- What the exercise asks
Write the records below out again word for word, with the pictures removed.

- Entries supplied
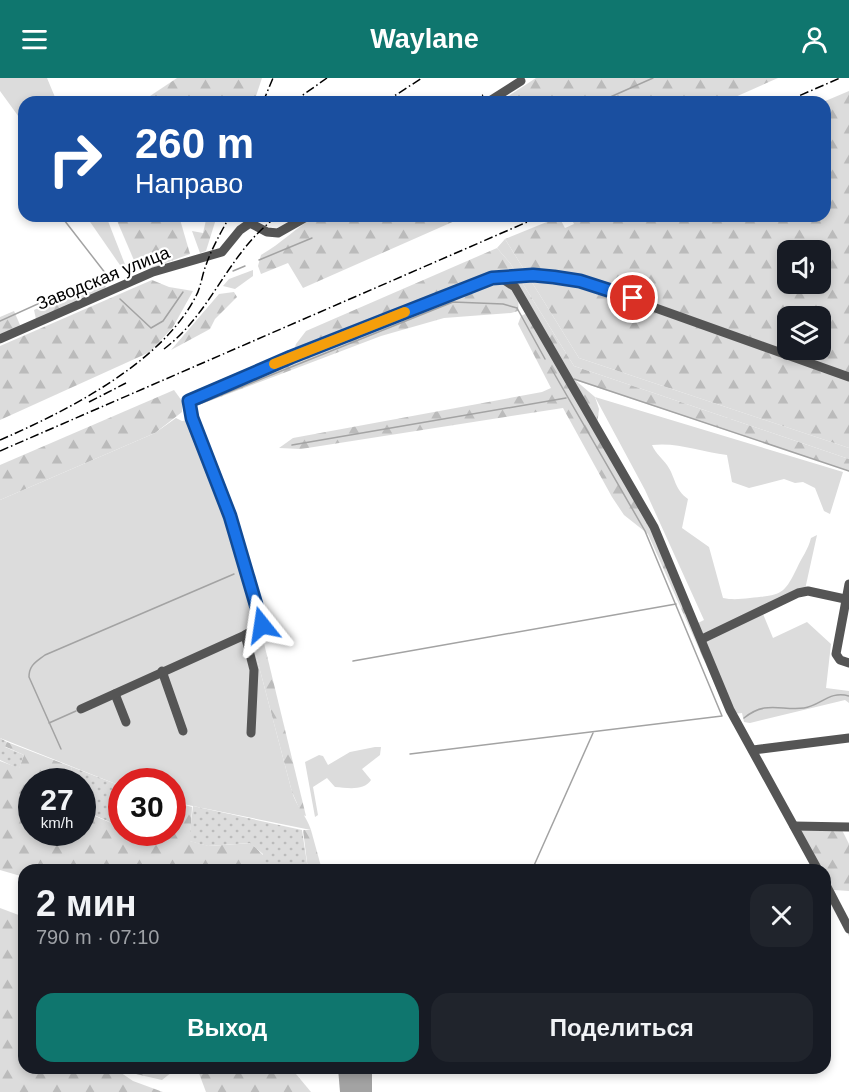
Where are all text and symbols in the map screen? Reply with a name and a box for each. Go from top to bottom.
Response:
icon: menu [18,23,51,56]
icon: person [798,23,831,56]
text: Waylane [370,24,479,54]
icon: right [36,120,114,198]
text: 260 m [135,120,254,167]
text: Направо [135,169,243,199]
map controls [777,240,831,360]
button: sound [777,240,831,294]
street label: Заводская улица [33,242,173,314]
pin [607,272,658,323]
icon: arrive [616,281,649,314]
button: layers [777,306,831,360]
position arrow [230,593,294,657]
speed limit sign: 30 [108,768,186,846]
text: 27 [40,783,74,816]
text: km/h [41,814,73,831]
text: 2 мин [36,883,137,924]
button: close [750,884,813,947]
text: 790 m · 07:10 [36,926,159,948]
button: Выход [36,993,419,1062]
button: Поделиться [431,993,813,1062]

- Answer section
Where are all text and symbols in the map screen? Reply with a name and a box for each. Go from top to bottom.
Response:
icon: menu [18,23,51,56]
icon: person [798,23,831,56]
text: Waylane [370,24,479,54]
icon: right [36,120,114,198]
text: 260 m [135,120,254,167]
text: Направо [135,169,243,199]
map controls [777,240,831,360]
button: sound [777,240,831,294]
street label: Заводская улица [33,242,173,314]
pin [607,272,658,323]
icon: arrive [616,281,649,314]
button: layers [777,306,831,360]
position arrow [230,593,294,657]
speed limit sign: 30 [108,768,186,846]
text: 27 [40,783,74,816]
text: km/h [41,814,73,831]
text: 2 мин [36,883,137,924]
button: close [750,884,813,947]
text: 790 m · 07:10 [36,926,159,948]
button: Выход [36,993,419,1062]
button: Поделиться [431,993,813,1062]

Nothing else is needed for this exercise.